Fixes: e88c64f0a425 ("tcp: allow effective reduction of TCP's rcv-buffer via setsockopt")
Signed-off-by: Jason Xing <xingwanli@kuaishou.com>
---
 net/core/filter.c | 7 ++++---
 net/core/sock.c   | 8 +++++---
 2 files changed, 9 insertions(+), 6 deletions(-)

Comments

Eric Dumazet Feb. 15, 2022, 3:25 p.m. UTC | #1

On Tue, Feb 15, 2022 at 2:37 AM <kerneljasonxing@gmail.com> wrote:
>
> From: Jason Xing <xingwanli@kuaishou.com>
>
> Normally, user doesn't care the logic behind the kernel if they're
> trying to set receive buffer via setsockopt. However, if the new value
> of the receive buffer is not smaller than the initial value which is
> sysctl_tcp_rmem[1] implemented in tcp_rcv_space_adjust(), the server's
> wscale will shrink and then lead to the bad bandwidth. I think it is
> not appropriate.

Then do not use SO_RCVBUF ?

It is working as intended really.

>
> Here are some numbers:
> $ sysctl -a | grep rmem
> net.core.rmem_default = 212992
> net.core.rmem_max = 40880000
> net.ipv4.tcp_rmem = 4096        425984  40880000
>
> Case 1
> on the server side
>     # iperf -s -p 5201
> on the client side
>     # iperf -c [client ip] -p 5201
> It turns out that the bandwidth is 9.34 Gbits/sec while the wscale of
> server side is 10. It's good.
>
> Case 2
> on the server side
>     #iperf -s -p 5201 -w 425984
> on the client side
>     # iperf -c [client ip] -p 5201
> It turns out that the bandwidth is reduced to 2.73 Gbits/sec while the
> wcale is 2, even though the receive buffer is not changed at all at the
> very beginning.

Great, you discovered auto tuning is working as intended.

>
> Therefore, I added one condition where only user is trying to set a
> smaller rx buffer. After this patch is applied, the bandwidth of case 2
> is recovered to 9.34 Gbits/sec.
>
> Fixes: e88c64f0a425 ("tcp: allow effective reduction of TCP's rcv-buffer via setsockopt")

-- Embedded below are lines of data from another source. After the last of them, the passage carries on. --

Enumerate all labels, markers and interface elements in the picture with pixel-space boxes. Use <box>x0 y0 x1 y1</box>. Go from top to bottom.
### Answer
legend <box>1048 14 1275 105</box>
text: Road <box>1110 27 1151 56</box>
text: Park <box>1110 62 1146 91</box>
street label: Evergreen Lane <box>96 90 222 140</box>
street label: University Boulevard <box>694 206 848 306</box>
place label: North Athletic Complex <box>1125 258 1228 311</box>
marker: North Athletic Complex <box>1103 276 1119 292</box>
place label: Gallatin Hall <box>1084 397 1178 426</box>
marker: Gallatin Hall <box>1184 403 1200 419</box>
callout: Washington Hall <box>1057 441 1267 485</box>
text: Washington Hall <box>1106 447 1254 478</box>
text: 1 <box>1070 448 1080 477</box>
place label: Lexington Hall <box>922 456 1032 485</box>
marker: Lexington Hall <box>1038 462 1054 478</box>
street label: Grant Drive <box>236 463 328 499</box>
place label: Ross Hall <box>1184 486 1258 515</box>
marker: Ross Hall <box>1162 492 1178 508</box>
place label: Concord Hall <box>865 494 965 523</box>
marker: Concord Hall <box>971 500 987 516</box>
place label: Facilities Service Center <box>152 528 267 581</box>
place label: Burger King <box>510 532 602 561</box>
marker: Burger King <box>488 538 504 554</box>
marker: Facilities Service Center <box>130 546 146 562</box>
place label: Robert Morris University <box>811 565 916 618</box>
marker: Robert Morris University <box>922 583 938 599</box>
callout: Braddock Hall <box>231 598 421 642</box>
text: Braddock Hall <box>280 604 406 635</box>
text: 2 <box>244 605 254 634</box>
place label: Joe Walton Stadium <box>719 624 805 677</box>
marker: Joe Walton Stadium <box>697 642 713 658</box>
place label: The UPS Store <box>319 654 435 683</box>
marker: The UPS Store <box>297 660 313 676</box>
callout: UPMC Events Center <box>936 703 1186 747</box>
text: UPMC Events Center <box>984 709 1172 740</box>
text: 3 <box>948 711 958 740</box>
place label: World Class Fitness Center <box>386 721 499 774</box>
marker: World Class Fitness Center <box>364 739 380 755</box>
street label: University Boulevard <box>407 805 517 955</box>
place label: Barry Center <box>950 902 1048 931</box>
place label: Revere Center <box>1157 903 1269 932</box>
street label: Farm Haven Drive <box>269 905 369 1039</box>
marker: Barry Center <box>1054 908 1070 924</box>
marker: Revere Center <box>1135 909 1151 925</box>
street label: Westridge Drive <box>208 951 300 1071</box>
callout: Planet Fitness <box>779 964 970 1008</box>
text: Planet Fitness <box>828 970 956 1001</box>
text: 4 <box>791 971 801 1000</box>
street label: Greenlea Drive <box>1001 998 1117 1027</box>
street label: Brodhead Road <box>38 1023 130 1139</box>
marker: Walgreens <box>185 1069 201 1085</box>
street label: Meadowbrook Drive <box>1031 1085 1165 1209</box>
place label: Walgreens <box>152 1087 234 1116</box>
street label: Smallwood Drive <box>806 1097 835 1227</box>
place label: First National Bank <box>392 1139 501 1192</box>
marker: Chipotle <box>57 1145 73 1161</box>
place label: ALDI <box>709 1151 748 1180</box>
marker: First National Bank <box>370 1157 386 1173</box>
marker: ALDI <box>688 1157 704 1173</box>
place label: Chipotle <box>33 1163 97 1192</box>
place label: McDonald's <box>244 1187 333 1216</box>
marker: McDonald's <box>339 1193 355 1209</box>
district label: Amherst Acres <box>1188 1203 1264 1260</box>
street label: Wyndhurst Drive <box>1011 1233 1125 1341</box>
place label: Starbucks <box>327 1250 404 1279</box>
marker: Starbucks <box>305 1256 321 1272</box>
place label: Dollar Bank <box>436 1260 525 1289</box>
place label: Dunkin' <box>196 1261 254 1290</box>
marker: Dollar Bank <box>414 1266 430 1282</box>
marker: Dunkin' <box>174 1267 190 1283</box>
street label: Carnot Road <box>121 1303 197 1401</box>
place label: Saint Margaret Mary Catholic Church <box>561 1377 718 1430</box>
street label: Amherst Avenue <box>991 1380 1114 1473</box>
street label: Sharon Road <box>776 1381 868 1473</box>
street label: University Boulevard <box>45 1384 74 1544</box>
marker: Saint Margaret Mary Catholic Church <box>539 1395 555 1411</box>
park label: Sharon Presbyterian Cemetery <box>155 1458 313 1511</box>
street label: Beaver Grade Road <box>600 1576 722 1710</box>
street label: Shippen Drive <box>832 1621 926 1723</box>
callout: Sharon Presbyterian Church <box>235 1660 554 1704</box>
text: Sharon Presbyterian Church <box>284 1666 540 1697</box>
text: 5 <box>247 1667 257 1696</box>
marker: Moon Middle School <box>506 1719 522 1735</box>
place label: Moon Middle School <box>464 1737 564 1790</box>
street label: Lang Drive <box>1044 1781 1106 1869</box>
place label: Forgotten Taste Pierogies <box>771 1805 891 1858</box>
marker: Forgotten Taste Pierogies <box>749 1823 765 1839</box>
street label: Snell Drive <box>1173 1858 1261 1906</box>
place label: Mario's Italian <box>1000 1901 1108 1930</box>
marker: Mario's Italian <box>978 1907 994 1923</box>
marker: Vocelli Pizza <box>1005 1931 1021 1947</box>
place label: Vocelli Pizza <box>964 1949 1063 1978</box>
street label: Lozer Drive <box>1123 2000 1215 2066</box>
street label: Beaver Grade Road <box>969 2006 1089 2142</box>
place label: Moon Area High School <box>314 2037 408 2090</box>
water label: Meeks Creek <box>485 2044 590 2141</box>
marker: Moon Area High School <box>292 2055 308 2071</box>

This commit has nothing to do with your patch or feature.

> Signed-off-by: Jason Xing <xingwanli@kuaishou.com>
> ---
>  net/core/filter.c | 7 ++++---
>  net/core/sock.c   | 8 +++++---
>  2 files changed, 9 insertions(+), 6 deletions(-)
>
> diff --git a/net/core/filter.c b/net/core/filter.c
> index 4603b7c..99f5d9c 100644
> --- a/net/core/filter.c
> +++ b/net/core/filter.c
> @@ -4795,9 +4795,10 @@ static int _bpf_setsockopt(struct sock *sk, int level, int optname,
>                 case SO_RCVBUF:
>                         val = min_t(u32, val, sysctl_rmem_max);
>                         val = min_t(int, val, INT_MAX / 2);
> -                       sk->sk_userlocks |= SOCK_RCVBUF_LOCK;
> -                       WRITE_ONCE(sk->sk_rcvbuf,
> -                                  max_t(int, val * 2, SOCK_MIN_RCVBUF));
> +                       val = max_t(int, val * 2, SOCK_MIN_RCVBUF);
> +                       if (val < sock_net(sk)->ipv4.sysctl_tcp_rmem[1])
> +                               sk->sk_userlocks |= SOCK_RCVBUF_LOCK;
> +                       WRITE_ONCE(sk->sk_rcvbuf, val);
>                         break;
>                 case SO_SNDBUF:
>                         val = min_t(u32, val, sysctl_wmem_max);
> diff --git a/net/core/sock.c b/net/core/sock.c
> index 4ff806d..e5e9cb0 100644
> --- a/net/core/sock.c
> +++ b/net/core/sock.c
> @@ -923,8 +923,6 @@ static void __sock_set_rcvbuf(struct sock *sk, int val)
>          * as a negative value.
>          */
>         val = min_t(int, val, INT_MAX / 2);
> -       sk->sk_userlocks |= SOCK_RCVBUF_LOCK;
> -
>         /* We double it on the way in to account for "struct sk_buff" etc.
>          * overhead.   Applications assume that the SO_RCVBUF setting they make
>          * will allow that much actual data to be received on that socket.
> @@ -935,7 +933,11 @@ static void __sock_set_rcvbuf(struct sock *sk, int val)
>          * And after considering the possible alternatives, returning the value
>          * we actually used in getsockopt is the most desirable behavior.
>          */
> -       WRITE_ONCE(sk->sk_rcvbuf, max_t(int, val * 2, SOCK_MIN_RCVBUF));
> +       val = max_t(int, val * 2, SOCK_MIN_RCVBUF);
> +       if (val < sock_net(sk)->ipv4.sysctl_tcp_rmem[1])
> +               sk->sk_userlocks |= SOCK_RCVBUF_LOCK;
> +
> +       WRITE_ONCE(sk->sk_rcvbuf, val);
>  }
>
>  void sock_set_rcvbuf(struct sock *sk, int val)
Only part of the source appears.